What you need to do — Every line containing the word "halo" must be pulled from the records.

Stored items:
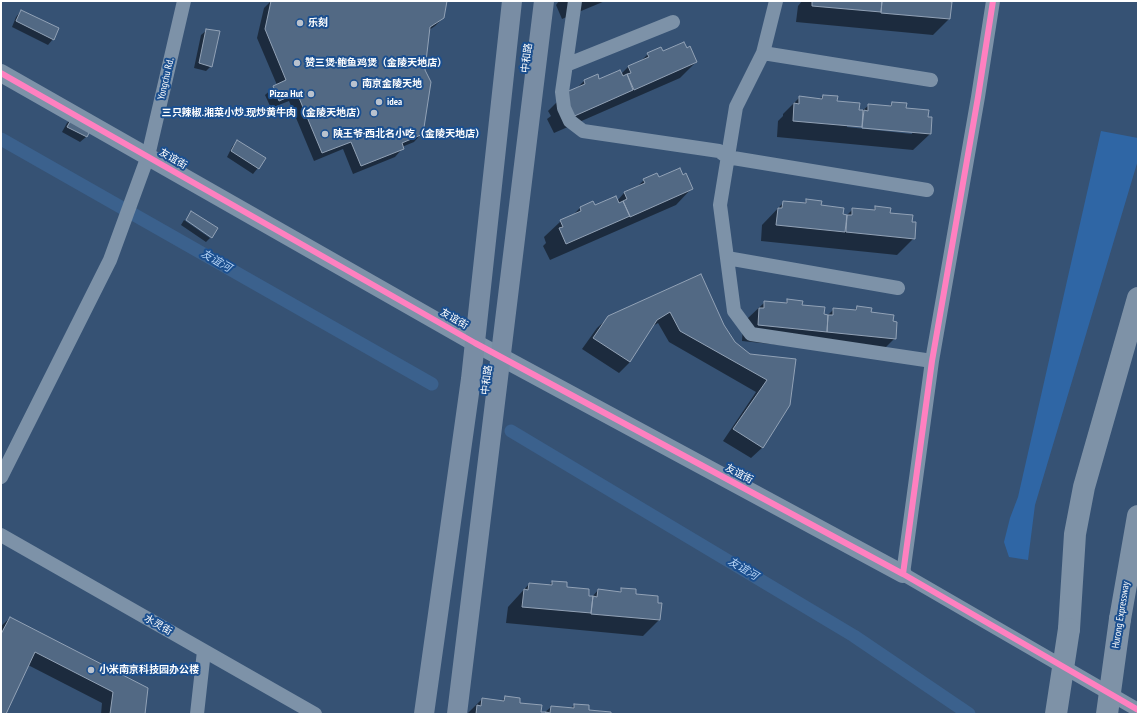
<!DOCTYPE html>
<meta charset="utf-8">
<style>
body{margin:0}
#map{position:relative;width:1139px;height:715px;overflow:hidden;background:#365274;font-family:"PT Sans Narrow",sans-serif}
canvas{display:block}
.frame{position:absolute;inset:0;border:2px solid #fff;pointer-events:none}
</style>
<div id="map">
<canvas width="1139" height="715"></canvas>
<div class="frame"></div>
</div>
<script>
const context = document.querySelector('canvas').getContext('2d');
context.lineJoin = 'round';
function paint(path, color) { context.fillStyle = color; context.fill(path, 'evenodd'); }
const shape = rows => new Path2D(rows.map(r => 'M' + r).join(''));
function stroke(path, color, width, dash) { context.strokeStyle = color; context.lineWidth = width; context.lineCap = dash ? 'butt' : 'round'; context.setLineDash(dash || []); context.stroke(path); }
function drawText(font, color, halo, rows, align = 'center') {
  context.font = font + ' "PT Sans Narrow","Noto Sans SC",sans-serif'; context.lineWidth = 4; context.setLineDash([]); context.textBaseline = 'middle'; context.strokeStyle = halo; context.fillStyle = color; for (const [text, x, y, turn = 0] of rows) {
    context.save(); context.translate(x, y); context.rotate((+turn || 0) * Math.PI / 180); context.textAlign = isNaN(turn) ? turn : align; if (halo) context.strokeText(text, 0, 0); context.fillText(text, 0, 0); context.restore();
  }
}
paint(shape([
 [1101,131,1138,138,1138,160,1035,505,1028,560,1009,557,1004,542,1010,518,1018,497]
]), '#2f66a5');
paint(shape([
 [271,1,446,1,443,18,435,26,429,30,424,70,422,133,414,142,402,147,403,148,395,157,353,174,343,149,314,161,289,101,271,108,265,95,274,87,277,85,257,38,264,8],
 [559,1,605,1,562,19,556,5],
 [802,1,947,1,949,19,933,35,796,22,798,6],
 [21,11,53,39,48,45,12,27,16,17],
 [207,30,211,66,206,71,194,68,201,35],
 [663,52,696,62,680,78,554,133,547,119,551,116,548,111,565,94,576,89,584,81,597,76,599,80,621,74,628,67,640,62,648,54],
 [823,96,862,111,869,105,888,107,892,103,927,118,931,118,930,134,913,150,777,137,778,121,783,116,783,114,800,97,819,99],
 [847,125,912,132,912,134,847,127],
 [73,118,90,127,86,137,80,142,62,132,67,123],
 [237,141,265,159,253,174,227,157,232,147],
 [682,176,692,188,676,205,550,260,543,246,546,243,544,237,561,221,572,216,580,208,593,202,595,207,617,201,624,193,636,188,644,180],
 [807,200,842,215,846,216,853,209,872,211,876,207,911,222,914,238,897,255,761,241,762,225,784,202,803,204],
 [184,220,210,238,206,242,181,225],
 [700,275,723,325,735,343,750,354,794,360,763,447,751,458,723,441,756,392,669,342,658,323,651,327,630,362,619,373,582,349,597,328,609,317],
 [788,300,823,315,827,316,834,309,853,311,857,307,892,322,895,338,878,355,742,341,743,325,748,321,748,318,765,302,784,304],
 [552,582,588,597,592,597,598,590,618,593,622,589,635,595,659,620,643,636,506,623,508,607,529,584,549,585],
 [10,618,144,714,101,714,102,703,28,665,5,714,1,714,1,626],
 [505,698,540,713,544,713,551,707,571,708,574,705,588,711,610,714,467,714,482,699,501,701]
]), '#0007');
stroke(shape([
 [1,139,432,384],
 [511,431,854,636,969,714]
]), '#3b618d', 13);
const building = shape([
 [271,1,447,1,444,18,430,27,425,70,431,82,423,134,402,143,404,149,361,166,351,142,322,153,297,93,279,101,273,86,286,80,265,29,271,1],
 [812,1,882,1,881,12,812,6,812,1],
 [882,1,948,1,952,2,950,19,881,13,882,1],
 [21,10,59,28,54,40,16,21,21,10],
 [206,29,220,31,212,67,199,63,206,29],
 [684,42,687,48,690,46,697,62,634,90,627,74,631,73,628,66,649,57,647,53,661,47,663,51,684,42],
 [620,70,623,76,627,74,633,90,570,118,564,93,585,84,584,80,598,74,599,79,620,70],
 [823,95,838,96,837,101,860,103,859,110,863,110,862,127,793,121,794,103,799,104,799,96,822,99,823,95],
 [892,102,907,103,906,108,929,110,928,117,932,117,931,134,862,128,864,110,868,111,868,104,891,106,892,102],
 [73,116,92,127,87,137,67,127,73,116],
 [237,140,266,158,259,169,231,151,237,140],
 [680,168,683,175,686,173,693,189,630,217,623,201,627,199,624,192,645,183,643,179,657,173,659,177,680,168],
 [616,196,619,203,623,201,630,216,566,244,559,228,563,227,560,220,581,211,580,207,593,201,595,205,616,196],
 [806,199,822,201,821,205,844,208,843,214,847,215,845,232,776,225,778,208,782,208,783,201,806,203,806,199],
 [875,206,891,208,890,213,913,215,912,222,916,222,915,239,846,232,847,215,852,215,852,208,875,210,875,206],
 [191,211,218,228,212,238,186,220,191,211],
 [701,274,724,325,735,342,750,354,796,359,790,405,763,448,733,429,767,380,680,331,670,312,657,320,630,362,593,338,608,316,701,274],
 [787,299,803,301,802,305,825,307,824,314,828,315,827,332,758,325,759,308,764,308,764,301,787,303,787,299],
 [857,306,872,308,871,312,894,315,893,321,897,322,896,339,827,332,828,315,833,315,833,308,856,310,857,306],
 [552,581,567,582,567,587,589,589,589,596,593,596,591,613,522,607,524,589,528,590,529,583,552,585,552,581],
 [621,588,636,589,636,594,658,596,658,603,662,603,660,620,591,614,593,596,597,597,598,589,621,592,621,588],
 [10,617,148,688,145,714,110,714,113,692,35,652,6,714,1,714,1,634,10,617],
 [505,696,520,698,520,703,542,705,541,712,546,712,545,714,476,714,477,705,481,706,482,698,504,701,505,696],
 [574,704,589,705,589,710,611,712,611,714,546,714,546,712,550,713,551,706,574,708,574,704]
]);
paint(building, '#526984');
stroke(building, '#92a2b6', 1);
stroke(shape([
 [575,1,562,92,564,108,570,121,583,131,719,151,727,157,927,190],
 [776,1,763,53,736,107,720,205,734,311,751,334,932,361],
 [993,1,978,97,932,361,903,574,1138,710],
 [763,53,931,80],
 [566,65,673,22],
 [727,258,898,288],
 [1,477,110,260,148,156,184,1],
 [1,535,315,714],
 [197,714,204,651]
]), '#7d92a8', 14);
stroke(shape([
 [1,73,475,343,903,574]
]), '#7d92a8', 18);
stroke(shape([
 [424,714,471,379,512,1],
 [457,714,544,1]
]), '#798da4', 20);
stroke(shape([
 [1120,619,1138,516],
 [1069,629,1075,534,1084,487,1138,298]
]), '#7e92a7', 22);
stroke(shape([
 [1056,714,1069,629],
 [1107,714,1120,619]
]), '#7e92a7', 22);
stroke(shape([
 [1,73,475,343,903,574,1138,710],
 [903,574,932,361,978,97,993,1]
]), '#ff80c0', 6);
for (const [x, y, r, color] of [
 [300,23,4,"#b9c2ce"],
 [297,63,4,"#b9c2ce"],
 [354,84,4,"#b9c2ce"],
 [311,94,4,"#b9c2ce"],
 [379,102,4,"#b9c2ce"],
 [374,113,4,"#b9c2ce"],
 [325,134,4,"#b9c2ce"],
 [91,670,4,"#b9c2ce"]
]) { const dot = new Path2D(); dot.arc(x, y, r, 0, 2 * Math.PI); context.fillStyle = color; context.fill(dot); stroke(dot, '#1b4f8f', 1.5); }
drawText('bold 10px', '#fff', '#1b4f8f', [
 ["乐刻",308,23],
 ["赞三煲·鲍鱼鸡煲（金陵天地店）",305,63],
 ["南京金陵天地",362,84],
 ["Pizza Hut",303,94,"right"],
 ["idea",387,102],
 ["三只辣椒.湘菜小炒.现炒黄牛肉（金陵天地店）",366,113,"right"],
 ["陕王爷·西北名小吃（金陵天地店）",333,134],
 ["小米南京科技园办公楼",99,670]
], 'left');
drawText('10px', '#fff', '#1b4f8f', [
 ["中和路",527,58,-83],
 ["Yongchu Rd.",166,79,-77],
 ["友谊街",173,159,30],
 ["友谊街",454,319,30],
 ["中和路",487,380,-83],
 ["友谊街",739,474,28],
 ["Hurong Expressway",1121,615,-81],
 ["水灵街",158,625,30]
]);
drawText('italic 11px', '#b5d3f5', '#1b4f8f', [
 ["友谊河",216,261,30],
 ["友谊河",743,569,31]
]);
</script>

Solved problem —
function drawText(font, color, halo, rows, align = 'center') {
  context.font = font + ' "PT Sans Narrow","Noto Sans SC",sans-serif'; context.lineWidth = 4; context.setLineDash([]); context.textBaseline = 'middle'; context.strokeStyle = halo; context.fillStyle = color; for (const [text, x, y, turn = 0] of rows) {
    context.save(); context.translate(x, y); context.rotate((+turn || 0) * Math.PI / 180); context.textAlign = isNaN(turn) ? turn : align; if (halo) context.strokeText(text, 0, 0); context.fillText(text, 0, 0); context.restore();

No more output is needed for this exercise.